You will also likely be gathering operational log files with Windows Azure Diagnostics (WAD) and Windows Azure Storage Analytics, available with Windows Azure Storage accounts. Apply the same affinity group to storage as you apply to compute instances.
It is a best practice to persist WAD into a special operational storage account (different from other storage accounts within your production system) both to minimize potential for contention and to make it easier to manage access to logs and metrics. Depending on the specific type of data items, individual diagnostic values are stored in either Windows Azure Blob or Windows Azure Table storage. Use the same affinity group for WAD storage to ensure it is stored in the same data center as the rest of the application.
Windows Azure Storage Analytics data are stored alongside the regular data, and are not stored in a separate storage account, so colocation is automatic.
More details about the capabilities of Windows Azure Diagnostics and Windows Azure Storage Analytics can be found in Chapter 2, Horizontally Scaling Compute Pattern in the Example section under Operational Logs and Metrics. Both features support allow applications to set a basic data retention policy that Windows Azure Storage uses to automatically purge data.

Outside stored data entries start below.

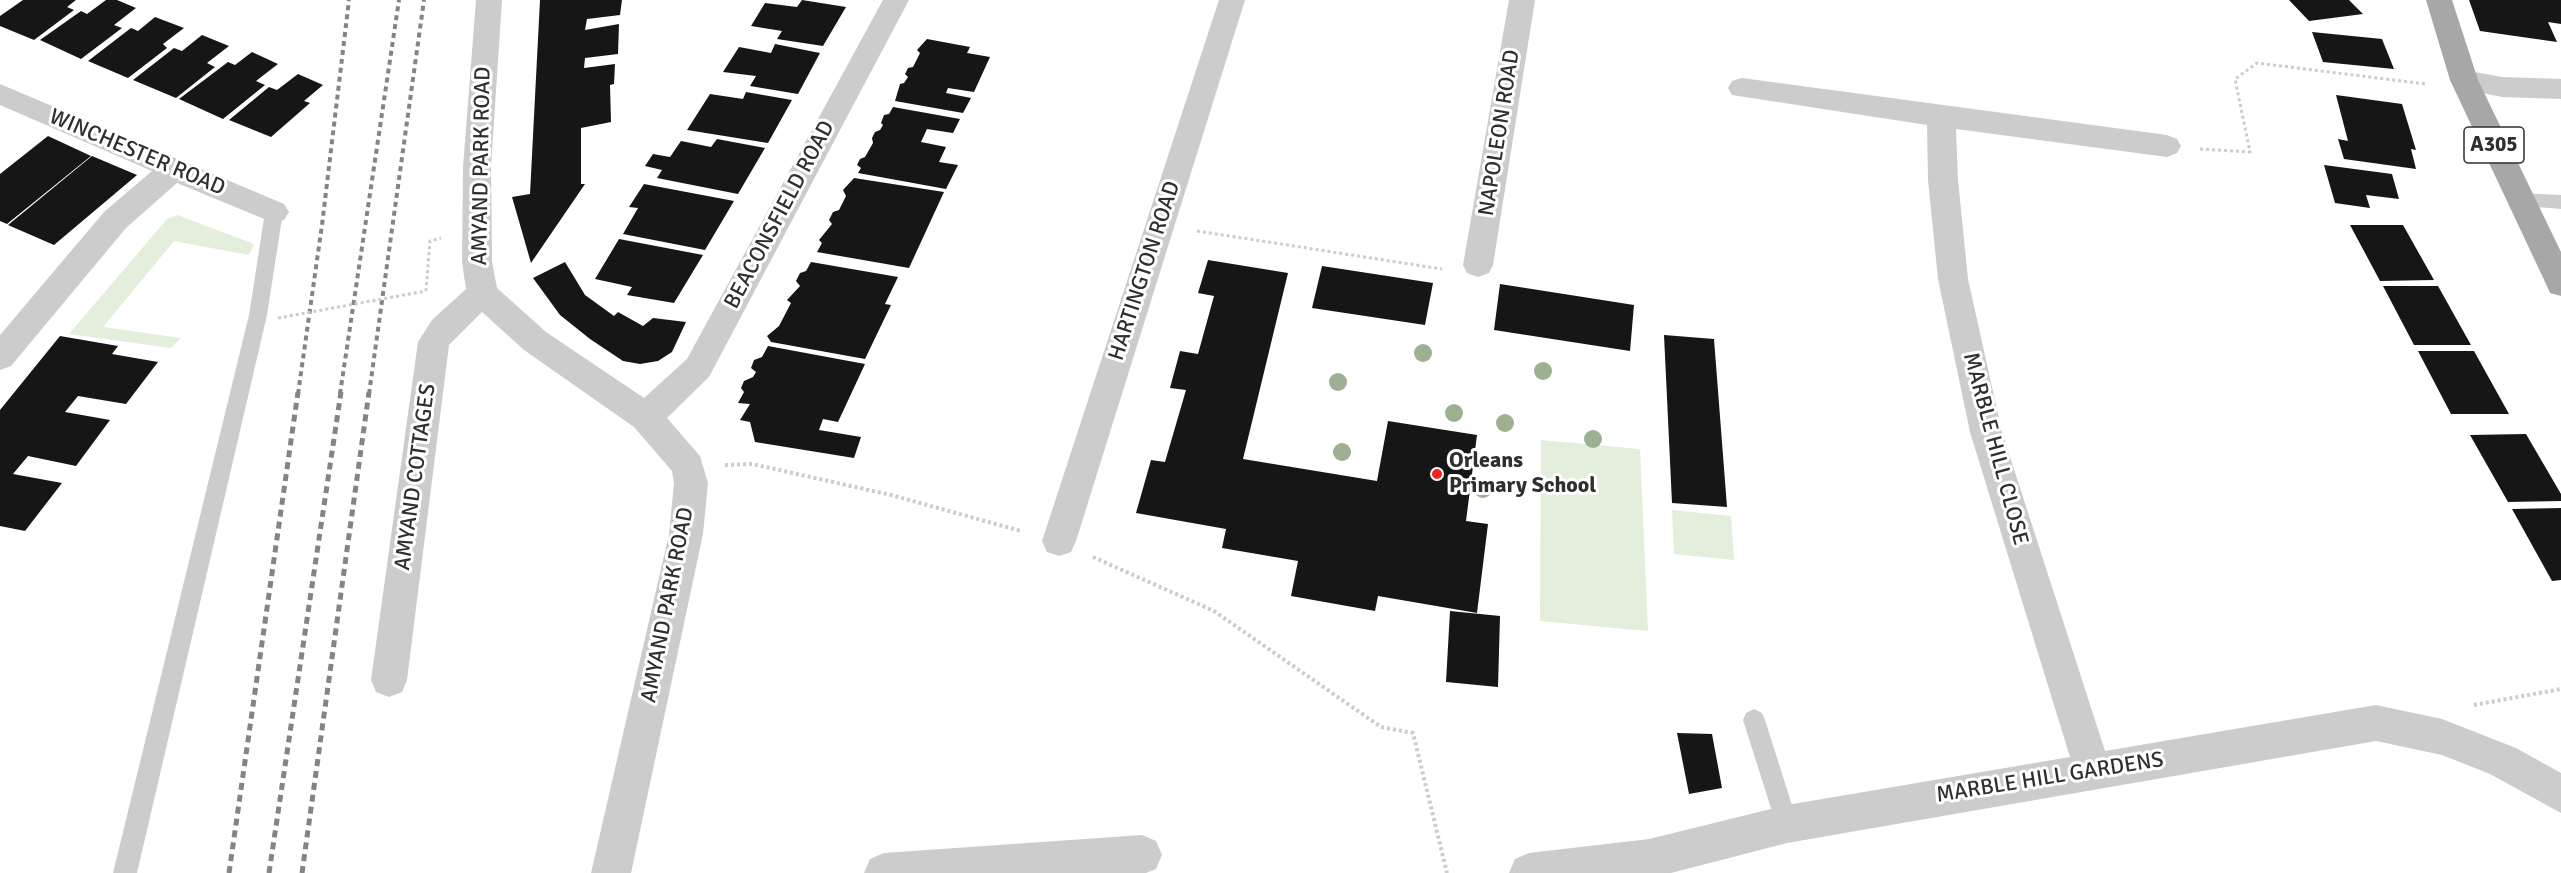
<!DOCTYPE html>
<html>
<head>
<meta charset="utf-8">
<style>
  body { margin:0 }
  canvas { display:block; background:#fff }
</style>
</head>
<body>
<canvas width="2561" height="873"></canvas>
<script>
const ctx = document.querySelector('canvas').getContext('2d');
ctx.lineJoin = 'round';
function paint(path, color) { ctx.fillStyle = color; ctx.fill(path, 'evenodd'); }
const poly = rows => new Path2D(rows.map(r => 'M' + r).join(''));
function trace(path, color, width, dash) { ctx.strokeStyle = color; ctx.lineWidth = width; ctx.lineCap = dash ? 'butt' : 'round'; ctx.setLineDash(dash || []); ctx.stroke(path); }
function write(font, color, halo, rows, align = 'center') {
  ctx.font = font + ' Signika,sans-serif'; ctx.lineWidth = 6; ctx.setLineDash([]); ctx.textBaseline = 'middle'; ctx.strokeStyle = halo; ctx.fillStyle = color; for (const [text, x, y, turn = 0] of rows) {
    ctx.save(); ctx.translate(x, y); ctx.rotate((+turn || 0) * Math.PI / 180); ctx.textAlign = isNaN(turn) ? turn : align; if (halo) ctx.strokeText(text, 0, 0); ctx.fillText(text, 0, 0); ctx.restore();
  }
}
const green = poly([
  [177,215,254,244,249,255,174,241,103,327,181,338,171,348,69,334,167,219],
  [1541,440,1640,449,1648,631,1540,621],
  [1672,510,1731,516,1734,560,1674,554]
]);
const building = poly([
  [23,0,76,0,67,7,74,10,34,40,0,26,0,16],
  [106,0,117,0,136,8,114,25,122,28,81,59,40,40,81,11,87,14],
  [540,0,622,0,620,15,587,19,585,30,619,24,618,54,585,58,584,68,615,64,614,84,610,85,611,122,581,128,581,184,585,184,531,263,512,197,530,194],
  [802,0,846,7,823,46,777,39,782,31,751,26,765,3,797,7],
  [2289,0,2349,0,2363,14,2309,21],
  [2469,0,2561,0,2561,24,2548,22,2557,42,2480,31],
  [155,17,184,28,163,44,167,48,128,78,88,61,131,28,138,31],
  [2312,32,2382,39,2394,69,2323,62],
  [202,35,229,46,207,63,215,67,176,98,133,80,174,48,182,51],
  [927,39,970,47,967,53,990,57,974,92,948,88,946,93,971,98,963,113,895,101,900,84,904,83,908,77,905,74,908,68,913,67,920,53,917,50],
  [775,44,820,53,798,94,750,86,756,76,723,72,739,47,771,53],
  [252,52,278,64,256,81,265,85,223,119,179,99,228,62,235,65],
  [298,74,323,85,304,101,310,103,271,137,229,120,269,87,277,90],
  [746,92,792,100,768,143,687,130,710,94,743,99],
  [2336,95,2402,104,2416,150,2411,149,2416,169,2344,159,2338,139,2348,141],
  [893,107,960,119,953,133,927,129,921,142,946,147,939,162,958,165,946,189,858,173,861,168,857,165,860,159,865,157,873,143,872,138,875,132,880,130,883,125,881,123,884,115,889,114],
  [48,136,91,156,7,224,0,221,0,174],
  [717,139,765,148,738,194,657,178,662,170,645,166,653,154,670,157,681,141,711,147],
  [92,156,137,175,54,245,8,225],
  [2324,165,2392,174,2399,199,2366,195,2370,208,2335,203],
  [854,178,944,192,909,268,817,252,822,243,819,240,832,224,829,220,833,212,839,210,846,196,843,190],
  [644,184,734,201,705,250,623,234,638,208,629,207],
  [2350,225,2403,225,2434,280,2380,281],
  [619,239,703,255,674,303,627,295,632,287,595,279],
  [1208,260,1288,273,1243,459,1377,481,1388,421,1477,435,1466,521,1488,524,1477,613,1378,596,1375,611,1291,596,1298,561,1222,548,1226,529,1136,513,1151,460,1165,462,1186,390,1170,388,1180,351,1198,354,1214,296,1198,293],
  [565,262,585,295,614,316,618,312,643,326,653,318,686,322,672,352,658,361,640,364,623,361,590,339,560,315,533,278],
  [811,262,898,277,885,304,891,305,865,359,771,342,767,336,779,326,791,303,787,300,800,286,796,281,800,273,806,271],
  [1322,266,1433,283,1425,325,1312,308],
  [1500,284,1634,305,1630,351,1494,330],
  [2383,286,2438,286,2471,345,2414,345],
  [1664,335,1714,339,1727,507,1672,503],
  [60,336,118,346,112,354,158,362,126,404,78,396,65,412,110,420,76,466,28,456,13,474,62,483,25,531,0,526,0,410],
  [768,346,865,364,838,422,823,419,819,430,861,437,854,458,755,442,750,422,740,420,750,404,738,403,744,392,741,388,744,381,753,377,756,372,751,368,754,360,762,357],
  [2418,351,2474,351,2509,414,2451,414],
  [2526,434,2561,494,2561,501,2508,502,2470,435],
  [2561,508,2561,580,2552,581,2512,509],
  [1450,611,1500,616,1498,687,1446,682],
  [1677,733,1712,734,1722,788,1689,794]
]);
const pathFar1 = poly([
  [2200,149,2250,152,2235,79,2257,63,2426,84],
  [1197,231,1442,269],
  [426,291,430,241,441,238]
]);
const path = poly([
  [725,465,752,464,891,495,1021,531],
  [1093,557,1214,611,1381,727,1413,733,1447,873],
  [2474,705,2561,689]
]);
const service = poly([
  [2519,193,2561,195,2561,209,2513,205,2510,200,2513,195,2519,193],
  [274,205,280,207,283,212,267,315,137,873,113,873,249,315,265,212,268,207,274,205],
  [1754,709,1762,713,1765,720,1798,824,1795,832,1787,835,1779,832,1776,824,1743,720,1746,713,1754,709]
]);
const minor = poly([
  [476,0,502,0,491,167,492,262,497,288,546,332,644,398,687,359,883,0,909,0,709,377,667,418,700,456,708,483,703,534,631,873,591,873,669,534,674,483,672,471,634,427,524,350,482,312,449,345,407,680,402,692,389,697,376,692,371,680,418,342,432,320,466,289,462,262,463,167,476,0],
  [1219,0,1245,0,1076,541,1071,552,1059,556,1047,552,1042,541,1219,0],
  [1509,0,1535,0,1493,265,1489,273,1478,277,1467,273,1463,265,1509,0],
  [2464,70,2502,77,2561,79,2561,99,2502,97,2454,87,2450,80,2454,73,2464,70],
  [1742,78,2167,135,2177,139,2181,146,2177,153,2167,157,1956,129,1958,180,1968,279,2002,432,2105,751,2376,705,2442,719,2516,748,2561,773,2561,813,2490,774,2442,755,2376,741,1787,843,1671,873,1509,873,1515,859,1529,853,1649,839,1787,805,2070,757,1970,432,1938,279,1928,180,1927,125,1732,95,1728,88,1732,81,1742,78],
  [0,84,284,204,289,212,284,220,274,223,177,183,126,228,11,366,0,370,0,335,104,212,152,171,0,105,0,84],
  [1142,835,1156,841,1162,855,1156,869,1146,873,864,873,870,859,884,853,1142,835]
]);
const primary = poly([
  [2426,0,2452,0,2478,80,2561,252,2561,296,2550,293,2546,284,2450,80,2426,0]
]);
const railFar1 = poly([
  [298,394,322,225,349,0],
  [340,394,399,0],
  [369,394,424,0]
]);
const rail = poly([
  [229,873,298,392],
  [269,873,341,392],
  [302,873,369,392]
]);
const pathBridge = poly([
  [278,318,426,291]
]);
const trees = [
  [1423,353],
  [1543,371],
  [1338,382],
  [1454,413],
  [1505,423],
  [1593,439],
  [1342,452],
  [1483,489]
];
const markers = [
  [1437,474,6,"#f52322"]
];
const shields = [
  [2494,145,60]
];
const shieldNames = [
  ["A305",2494,145]
];
const streetNames = [
  ["NAPOLEON ROAD",1500,133,-81],
  ["WINCHESTER ROAD",137,153,23],
  ["AMYAND PARK ROAD",482,166,-89],
  ["BEACONSFIELD ROAD",780,215,-62],
  ["HARTINGTON ROAD",1145,271,-72],
  ["MARBLE HILL CLOSE",1995,449,75],
  ["AMYAND COTTAGES",416,477,-82],
  ["AMYAND PARK ROAD",668,605,-79],
  ["MARBLE HILL GARDENS",2050,778,-9]
];
const poiNames = [
  ["Orleans",1449,461],
  ["Primary School",1449,486]
];
paint(green, '#e4eedc');
paint(building, '#161616');
trace(pathFar1, '#ccc', 3, [3, 3]);
trace(path, '#ccc', 4, [3, 3]);
paint(service, '#ccc');
paint(minor, '#ccc');
paint(primary, '#a7a7a7');
trace(railFar1, '#848484', 4, [5, 4]);
trace(rail, '#848484', 5, [7, 5]);
trace(pathBridge, '#ccc', 3, [3, 3]);
ctx.fillStyle = '#9eb092';
for (const [x, y] of trees) { ctx.beginPath(); ctx.arc(x, y, 9, 0, 2 * Math.PI); ctx.fill(); }
for (const [x, y, r, color] of markers) { const dot = new Path2D(); dot.arc(x, y, r, 0, 2 * Math.PI); ctx.fillStyle = color; ctx.fill(dot); trace(dot, '#fff', 2); }
for (const [x, y, w] of shields) { const box = new Path2D(); box.roundRect(x - w / 2, y - 18, w, 36, 4.5); ctx.fillStyle = '#fff'; ctx.fill(box); trace(box, '#2f2f2f', 1.5); }
write('bold 21px', '#2f2f2f', null, shieldNames);
write('22px', '#2f2f2f', '#fff', streetNames);
write('bold 22px', '#2f2f2f', '#fff', poiNames, 'left');
</script>
</body>
</html>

When colocation is not possible due to technical or business reasons, Windows Azure has some services that can help. These services are mentioned in the Example section of Chapter 15, Multisite Deployment Pattern.
The simplest way to get started in the cloud is to colocate nodes, usually all in a single data center. This is appropriate for many applications, and should be the usual configuration. Only deviate for good reason, and avoid the mistake of accidental deployment across more than one data center, including for storage of operational data.